WORK TO BE COMPLETED
Copy the records word for word. Pictures do not go in.

Saved entries
• • • •

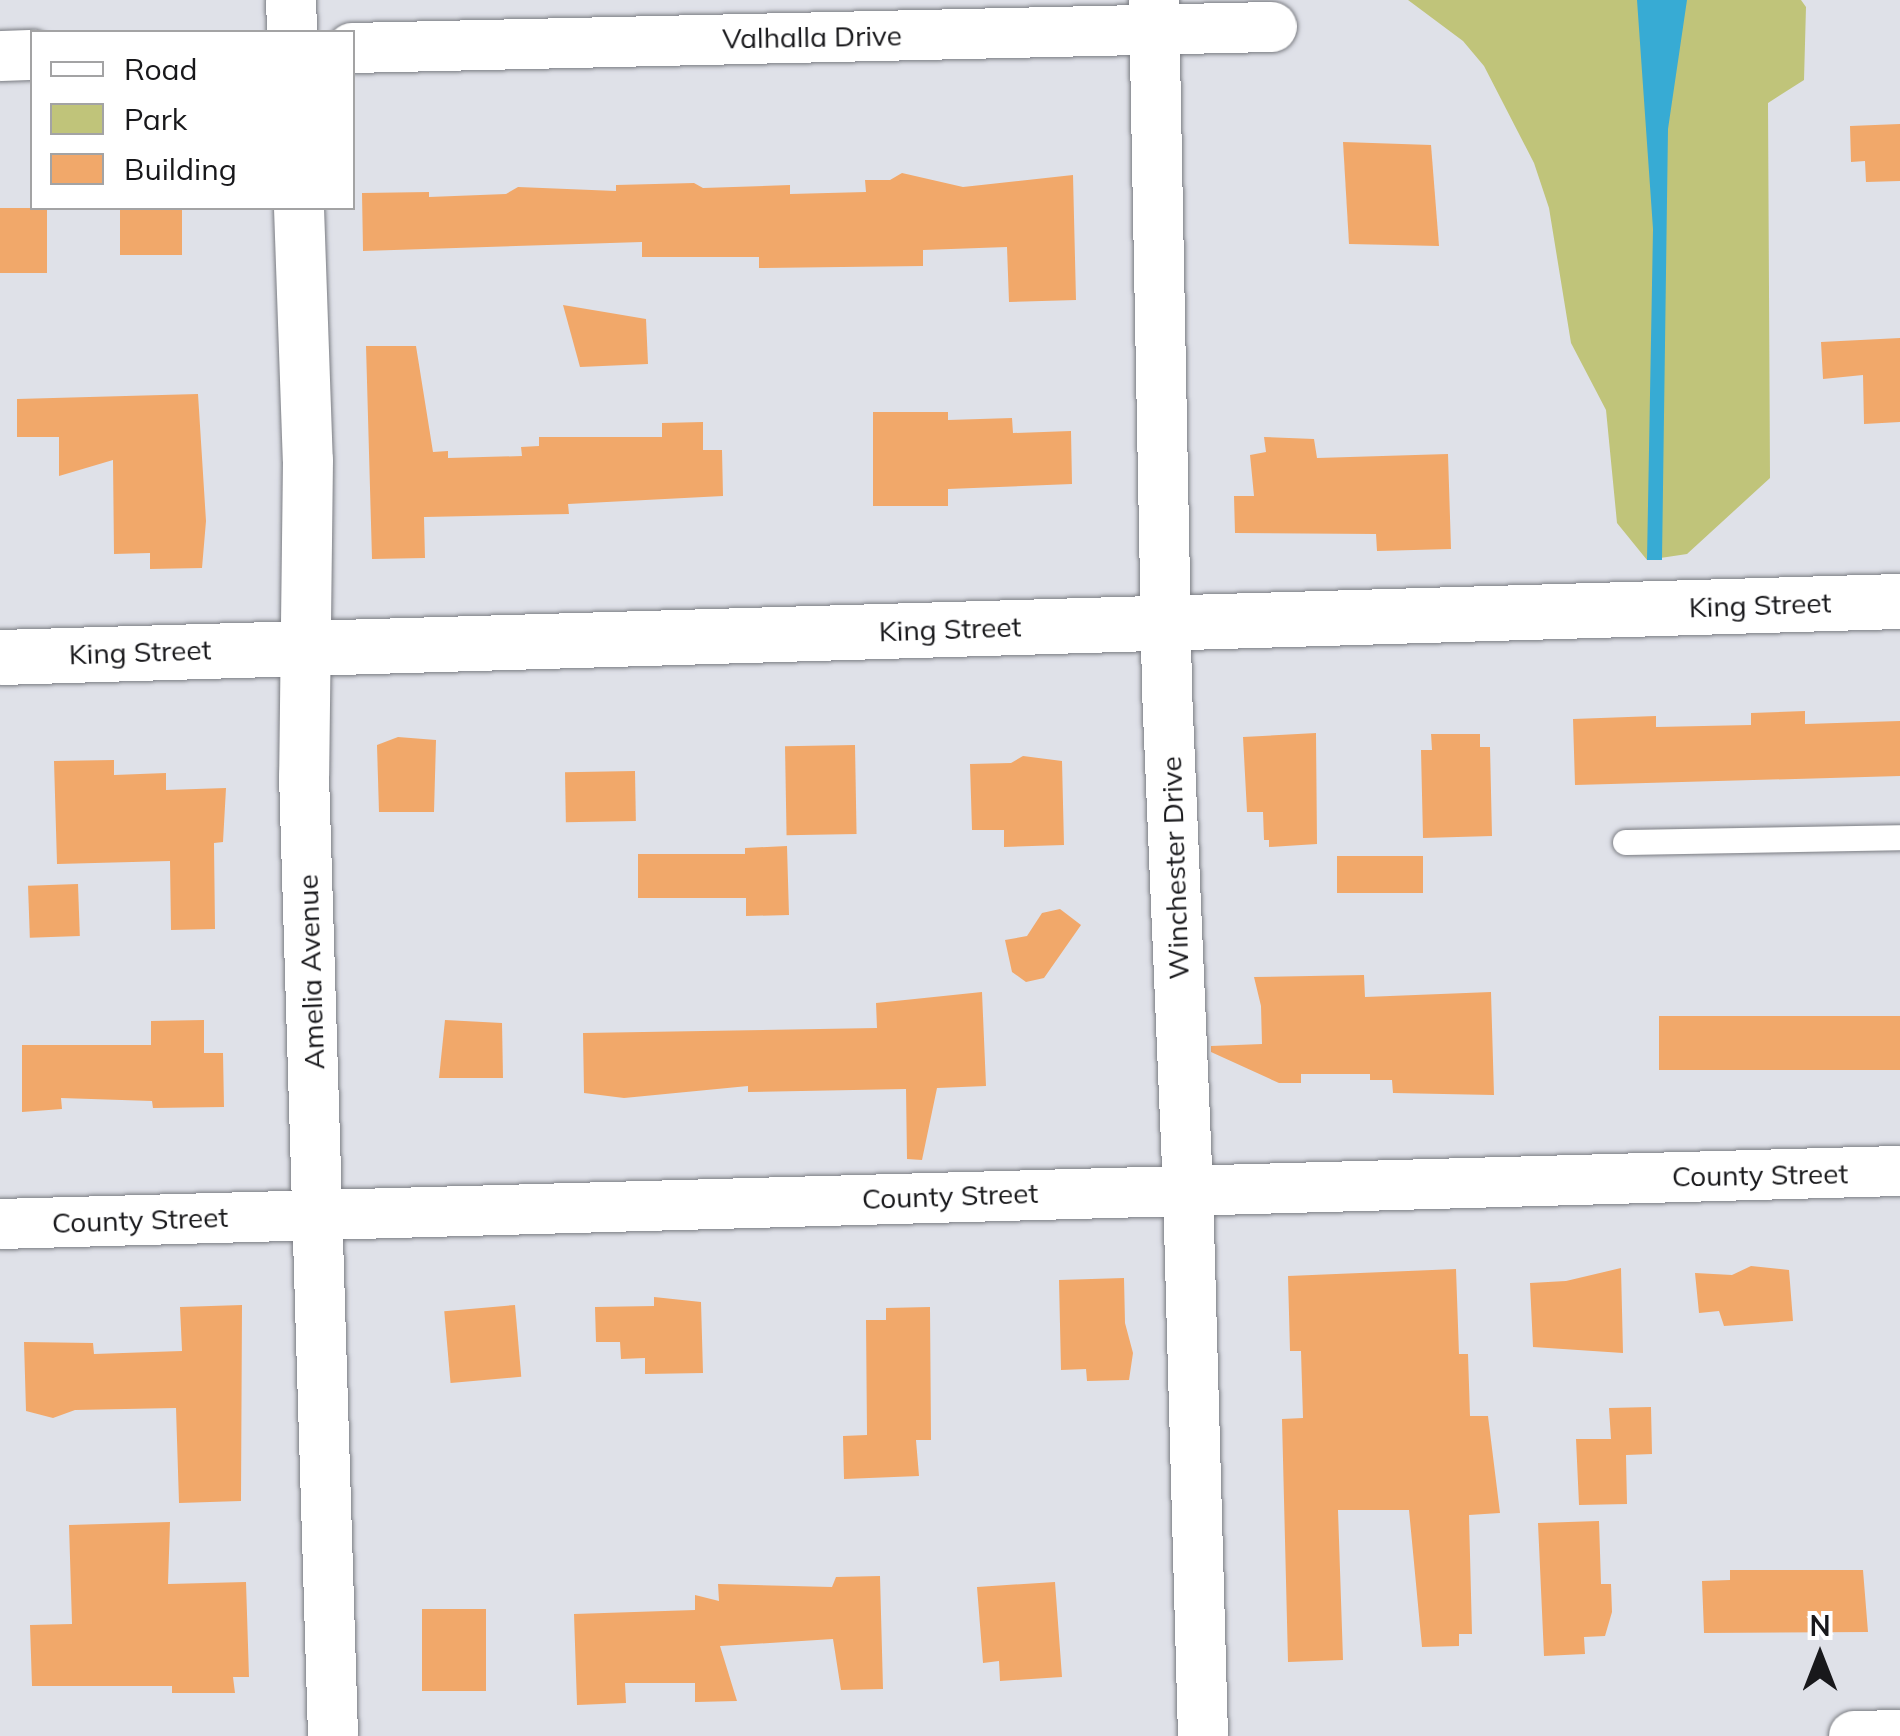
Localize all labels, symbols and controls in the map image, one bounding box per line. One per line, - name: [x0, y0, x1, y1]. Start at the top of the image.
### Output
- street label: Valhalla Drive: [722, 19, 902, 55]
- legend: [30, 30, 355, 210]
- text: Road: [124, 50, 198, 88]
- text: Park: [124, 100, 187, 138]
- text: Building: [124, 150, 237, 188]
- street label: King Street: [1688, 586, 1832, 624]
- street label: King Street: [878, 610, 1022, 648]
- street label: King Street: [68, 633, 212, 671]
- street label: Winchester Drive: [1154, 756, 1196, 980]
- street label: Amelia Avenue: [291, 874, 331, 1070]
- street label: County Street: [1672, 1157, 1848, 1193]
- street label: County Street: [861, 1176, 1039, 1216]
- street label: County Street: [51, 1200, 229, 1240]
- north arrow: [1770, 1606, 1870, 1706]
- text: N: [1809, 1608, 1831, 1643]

• • • •

RESULT
Localize all labels, symbols and controls in the map image, one bounding box per line. One per line, - name: [x0, y0, x1, y1]. Start at the top of the image.
### Output
- street label: Valhalla Drive: [722, 19, 902, 55]
- legend: [30, 30, 355, 210]
- text: Road: [124, 50, 198, 88]
- text: Park: [124, 100, 187, 138]
- text: Building: [124, 150, 237, 188]
- street label: King Street: [1688, 586, 1832, 624]
- street label: King Street: [878, 610, 1022, 648]
- street label: King Street: [68, 633, 212, 671]
- street label: Winchester Drive: [1154, 756, 1196, 980]
- street label: Amelia Avenue: [291, 874, 331, 1070]
- street label: County Street: [1672, 1157, 1848, 1193]
- street label: County Street: [861, 1176, 1039, 1216]
- street label: County Street: [51, 1200, 229, 1240]
- north arrow: [1770, 1606, 1870, 1706]
- text: N: [1809, 1608, 1831, 1643]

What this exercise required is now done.